Active AI coding vs. Passive background agents

  • Active AI coding
    • You’re at the keyboard, watching multiple threads, performing real-time code review.
    • Best practice: require tight context, frequent checks, and fast feedback loops.
  • Passive background agents
    • Heavily plan up front, rely on remote agents to execute, and come back with results later.
    • Best practice: invest more in planning artifacts (plans, PRDs, issue templates) so the agent can work with minimal supervision.

Tooling and workflow highlights

  • Devon: remote environment setup that spins up VMs from a snapshot; great for waking up to work that’s already prepped.
  • Augment: reliable for larger-scale code changes and merges; acts as a merge master for complex PRs.
  • Cursor (and Cursor Pro/Bugbot): fast, in-repo assistance for fixes, diffs, and smaller tasks; strong for iterative improvements.
  • Claude prompts in Augment: used for deeper reasoning in debugging and planning, with prompts that guide reasoning before implementing changes.
  • OpenAI prompts: paired with planning and design prompts for iterative exploration.
  • Convex: used to simplify the tech stack and reduce boilerplate; helps keep the architecture approachable.
  • v0ero: design tool to explore UI concepts quickly; used to prototype design directions before coding.
  • Every Claude Code (and related planning prompts): inspiration and proven prompts for planning flows.
  • Observability basics: Pino/logging and tracing to give AI a solid signal when diagnosing issues.
  • Community angle: VI (Vibe with AI) community with engineers from Microsoft, Google, and startups exchanging patterns and learnings.
  • Ship or Skip: Parker’s new show for testing what to adopt and what to drop.
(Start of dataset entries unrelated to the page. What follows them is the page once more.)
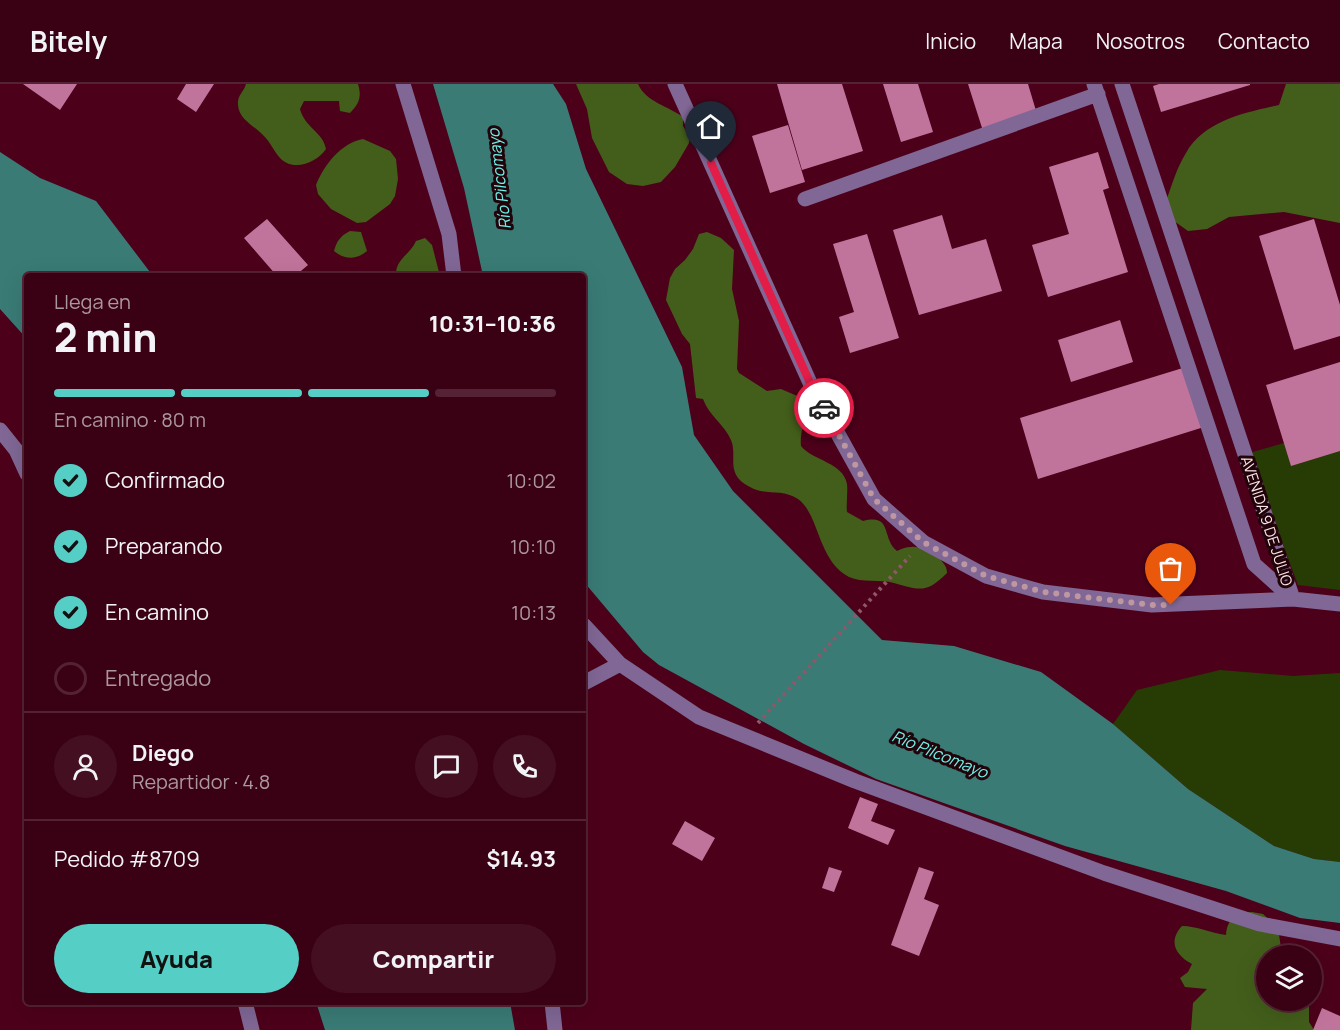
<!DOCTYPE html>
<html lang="es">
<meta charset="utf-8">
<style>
body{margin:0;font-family:Manrope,sans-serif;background:#450f22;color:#f1f3f6;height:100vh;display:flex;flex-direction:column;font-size:22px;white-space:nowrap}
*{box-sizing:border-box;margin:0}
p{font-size:20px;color:#ab97a0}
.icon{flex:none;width:33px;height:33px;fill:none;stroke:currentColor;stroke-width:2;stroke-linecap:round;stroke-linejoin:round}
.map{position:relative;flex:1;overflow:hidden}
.sheet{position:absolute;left:24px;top:189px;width:562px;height:732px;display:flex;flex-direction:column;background:#3a0014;border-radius:6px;box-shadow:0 6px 24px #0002,0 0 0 2px #542234}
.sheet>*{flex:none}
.buttons{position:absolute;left:1256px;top:861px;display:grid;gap:12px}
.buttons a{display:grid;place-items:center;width:66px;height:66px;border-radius:50%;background:#3a0014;box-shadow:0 6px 24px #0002,0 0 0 2px #542234;font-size:30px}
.pin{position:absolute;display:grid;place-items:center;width:51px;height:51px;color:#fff;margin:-62px -26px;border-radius:50% 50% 50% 0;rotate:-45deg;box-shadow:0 0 6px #0007}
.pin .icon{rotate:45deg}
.courier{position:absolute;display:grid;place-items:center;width:60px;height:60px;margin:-30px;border:4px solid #e11d48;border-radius:50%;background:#fff;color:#222;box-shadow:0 2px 8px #0007}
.headline em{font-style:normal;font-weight:800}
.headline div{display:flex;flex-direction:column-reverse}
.headline{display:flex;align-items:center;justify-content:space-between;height:102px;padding:0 30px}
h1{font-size:39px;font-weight:800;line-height:45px}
.bar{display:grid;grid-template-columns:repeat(4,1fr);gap:9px 6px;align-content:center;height:72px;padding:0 30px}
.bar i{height:8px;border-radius:4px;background:#542234}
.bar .on{background:#55cec5}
.bar p{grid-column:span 4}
.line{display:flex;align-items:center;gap:15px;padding:0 30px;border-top:2px solid #542234}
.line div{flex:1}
.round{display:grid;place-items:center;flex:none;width:63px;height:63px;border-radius:32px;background:#450f22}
ol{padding:0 30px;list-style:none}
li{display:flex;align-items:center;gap:18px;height:66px}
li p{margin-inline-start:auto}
li .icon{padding:6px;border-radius:50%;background:#55cec5;color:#111;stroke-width:4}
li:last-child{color:#ab97a0}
li i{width:33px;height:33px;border:3px solid #542234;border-radius:50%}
.primary-button{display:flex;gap:12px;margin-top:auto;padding:12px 30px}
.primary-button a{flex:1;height:69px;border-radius:36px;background:#55cec5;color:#111;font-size:24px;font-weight:800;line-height:69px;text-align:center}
.primary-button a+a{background:#450f22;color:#f1f3f6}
header{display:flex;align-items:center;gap:36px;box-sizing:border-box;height:84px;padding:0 30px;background:#3a0014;border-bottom:2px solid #542234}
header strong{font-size:28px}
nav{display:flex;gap:33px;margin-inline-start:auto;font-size:21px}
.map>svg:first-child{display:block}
.green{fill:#273c04}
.forest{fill:#435e1b}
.water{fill:#3a7b76}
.building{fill:#c1749b}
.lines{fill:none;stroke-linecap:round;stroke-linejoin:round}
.path{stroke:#8f5869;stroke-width:4;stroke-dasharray:3 4.5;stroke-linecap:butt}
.minor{stroke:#806795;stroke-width:15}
.done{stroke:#be97a1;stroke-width:6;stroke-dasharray:0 10.8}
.route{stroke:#e11d48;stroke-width:8}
.labels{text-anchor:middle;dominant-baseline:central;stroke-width:6;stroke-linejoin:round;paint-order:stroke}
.street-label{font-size:15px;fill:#fbe8ea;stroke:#21030a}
.water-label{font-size:16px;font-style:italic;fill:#6ef3e9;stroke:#21030a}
</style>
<header>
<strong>Bitely</strong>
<nav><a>Inicio</a><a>Mapa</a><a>Nosotros</a><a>Contacto</a></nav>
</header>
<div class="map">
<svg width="1340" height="946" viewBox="0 0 1340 946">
<rect width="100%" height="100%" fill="#4d001a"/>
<!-- green -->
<path class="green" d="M1340 343V506L1298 501 1249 369Z
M1220 586 1293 592 1340 589V778L1314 775 1274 762 1188 705 1113 640 1137 606Z"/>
<!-- forest -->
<path class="forest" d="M246 0H358C362 13 359 20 350 29L340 27 339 17H304L300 25C305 44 323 48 326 65 317 78 295 88 281 75 274 68 271 59 264 52 255 42 239 36 238 21 237 11 244 8 246 0Z
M576 0H638C646 18 668 22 683 33V42L689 52V59L675 83 661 98 643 102 627 100 609 88 592 54 587 25Z
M1286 0H1340V139L1284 128 1229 133 1207 145 1188 147 1174 137 1166 117C1172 101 1177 83 1186 69 1205 36 1245 29 1279 21Z
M363 55 390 67 396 75 398 95 395 112 390 120 366 138 357 139 331 125 318 110 316 101C324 81 341 59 363 55Z
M350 147 361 148 367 167C356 176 345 176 334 167 337 157 340 152 350 147Z
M707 148 721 154 734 166 732 205 739 237 737 285 739 289 767 307 781 305 802 314C811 336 799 341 801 362 813 377 843 378 847 400 848 409 846 419 847 428L863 437C893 429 881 454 897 467 901 465 906 463 911 463 923 461 948 476 947 489 926 510 920 506 894 499 880 495 862 499 849 493 817 476 820 431 798 415 782 404 765 412 750 403 724 390 738 372 731 356 725 341 709 332 703 315L696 314 690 260 682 250 666 216 670 194 675 185 685 176 693 165 699 150Z
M425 154 432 161 440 192H396C395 175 410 171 416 157Z
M1252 828 1263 830 1278 844 1281 864 1285 871 1266 872V916L1309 917V938L1314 946H1191L1193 919 1207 905 1185 903 1180 894 1188 888 1192 880C1175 871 1168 857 1182 842 1197 842 1210 849 1226 851 1227 835 1236 829 1252 828Z"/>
<!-- water -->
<path class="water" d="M433 0H553L566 20 586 85 682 283 694 351 733 407 882 556 954 562 1041 588 1113 640 1188 705 1274 762 1314 775 1340 778V839L1300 834 1226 807 1065 762 876 695 804 660 659 581 643 568 584 498V192H483L464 104Z
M0 68 40 94 96 117 153 192H27V255L0 225Z
M316 918H510L515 946H325Z"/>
<!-- building -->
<path class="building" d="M23 0H77L60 26Z
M186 0H214L196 28 177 15Z
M777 0H842L863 67 802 86Z
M883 0H918L933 48 901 58Z
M968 0H1028L1037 30 983 47Z
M1159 0H1250V1L1161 28 1153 2Z
M788 41 805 98 770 109 752 52Z
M1098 68 1109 104 1103 106 1128 188 1048 213 1032 161 1069 150 1049 83Z
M942 131 952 165 986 155 1002 207 919 231 893 146Z
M267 135 308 181 295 192H277L244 154Z
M1314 135 1340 221V252L1294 266 1259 152Z
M867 150 899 254 850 269 839 233 854 228 833 160Z
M1120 236 1133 278 1071 298 1058 256Z
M1340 278V367L1291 382 1266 301Z
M1186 283 1204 343 1038 395 1020 334Z
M860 713 878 720 871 737 895 746 888 761 848 744Z
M685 737 715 754 702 777 672 760Z
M829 783 842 787 834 808 822 804Z
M919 783 934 788 924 815 939 821 919 872 891 861Z
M1322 924 1340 932V946H1313Z"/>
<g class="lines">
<!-- path -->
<path class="path" d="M758 639 910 472"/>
<!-- minor -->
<path class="minor" d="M403 0 449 150 454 192
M675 0 811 301 874 415 923 458 986 492 1043 508 1152 521 1293 515 1340 520
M1094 0 1254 480 1293 515
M1122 0 1293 515
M805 115 1098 10
M0 346 16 366 27 390
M584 541 620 580 699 633 855 697 1104 789 1260 840 1340 855
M584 599 620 580
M245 918 252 946
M552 918 555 946"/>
</g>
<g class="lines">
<!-- done -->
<path class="done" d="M824 324 874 415 923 458 986 492 1043 508 1152 521H1171"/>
<!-- route -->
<path class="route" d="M711 79 811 301 824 324"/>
</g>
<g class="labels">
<!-- street labels -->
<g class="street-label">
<text transform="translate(1267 437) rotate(72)">AVENIDA 9 DE JULIO</text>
</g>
<!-- water labels -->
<g class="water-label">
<text transform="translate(499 95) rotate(-97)">Río Pilcomayo</text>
<text transform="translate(940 670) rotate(22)">Río Pilcomayo</text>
</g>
</g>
</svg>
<div class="buttons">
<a><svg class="icon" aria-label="layers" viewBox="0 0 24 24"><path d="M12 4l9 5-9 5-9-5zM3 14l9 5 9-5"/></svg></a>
</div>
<div class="pin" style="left:1171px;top:521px;background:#ea580c"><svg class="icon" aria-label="bag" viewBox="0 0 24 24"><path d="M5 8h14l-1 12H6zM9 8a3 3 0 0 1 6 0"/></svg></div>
<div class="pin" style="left:711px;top:79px;background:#1f2937"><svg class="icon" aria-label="home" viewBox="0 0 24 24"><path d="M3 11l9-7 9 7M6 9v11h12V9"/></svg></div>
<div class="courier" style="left:824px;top:324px"><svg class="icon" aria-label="car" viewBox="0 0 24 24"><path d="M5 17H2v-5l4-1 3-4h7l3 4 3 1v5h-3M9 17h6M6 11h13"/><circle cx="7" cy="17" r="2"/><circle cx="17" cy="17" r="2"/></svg></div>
<section class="sheet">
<div class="headline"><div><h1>2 min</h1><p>Llega en</p></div><em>10:31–10:36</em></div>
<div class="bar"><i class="on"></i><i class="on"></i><i class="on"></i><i></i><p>En camino · 80 m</p></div>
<ol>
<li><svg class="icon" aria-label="check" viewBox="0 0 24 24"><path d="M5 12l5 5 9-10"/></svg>Confirmado<p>10:02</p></li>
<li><svg class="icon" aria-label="check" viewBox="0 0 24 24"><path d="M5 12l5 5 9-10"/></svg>Preparando<p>10:10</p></li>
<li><svg class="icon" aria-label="check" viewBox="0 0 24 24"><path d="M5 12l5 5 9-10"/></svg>En camino<p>10:13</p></li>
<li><i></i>Entregado</li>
</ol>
<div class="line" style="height:108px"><a class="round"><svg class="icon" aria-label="person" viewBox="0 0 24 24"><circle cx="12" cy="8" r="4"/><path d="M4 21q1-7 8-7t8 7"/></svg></a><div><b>Diego</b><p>Repartidor · 4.8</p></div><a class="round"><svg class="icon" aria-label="chat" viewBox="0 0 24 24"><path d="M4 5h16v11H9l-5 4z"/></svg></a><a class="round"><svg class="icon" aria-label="phone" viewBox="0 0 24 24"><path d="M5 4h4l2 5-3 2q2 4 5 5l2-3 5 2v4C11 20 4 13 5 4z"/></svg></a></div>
<div class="line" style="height:78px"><div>Pedido #8709</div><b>$14.93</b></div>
<div class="primary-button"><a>Ayuda</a><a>Compartir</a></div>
</section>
</div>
Concrete takeaways you can apply now

  • Start with the end in mind: define the desired result for each feature before touching code.
  • Build a feature tree for any major initiative; don’t skip the planning phase.
  • Use simple tech stacks where possible; leverage tools that already know well (npm, eslint) to speed up adoption.
  • Separate planning from execution: use a small, fast flow for small features (Claude Code issues prompt) and a more thorough, phase-based plan for larger efforts (Cursor planning with RST).
  • Use two execution modes:
    • Active: stay engaged, review results in real time, maintain strict context.
    • Passive: plan thoroughly up front, let remote agents work through planned phases.
  • For merges and large codebase changes, rely on Augment as your merge master; reserve Cursor/03 for smaller, verifications.
  • Prototyping UI? Start with design inspiration (like v0ero), capture visuals, then translate into code with a clear plan for UI components and CSS/global tokens.
  • Don’t over-hype tools; focus on enduring skills: planning, systems design, and understanding core technologies—these won’t change as quickly as models do.

Actionable next steps

  • Pick two use cases you work with most (e.g., bug fixes and planning) and implement a two-flow setup: Claude Code issues prompt for small tasks; Cursor planning (RST) for larger features.
  • Create a simple feature tree for your next project and a planning document with phase-based milestones and visuals.
  • Start with a minimal tech stack you’re comfortable with (e.g., npm + ESLint) to reduce friction when introducing AI agents.
  • Try a remote agent workflow with Devon for a week to see how much time you save on environment setup and PR churn.
  • If you’re prototyping UI, use a design tool like v0ero to sketch and gather screenshots before coding.

If you want a deeper pass with timestamped highlights or a shorter quick-start gist for each use case, I can tailor a condensed version or a step-by-step playbook.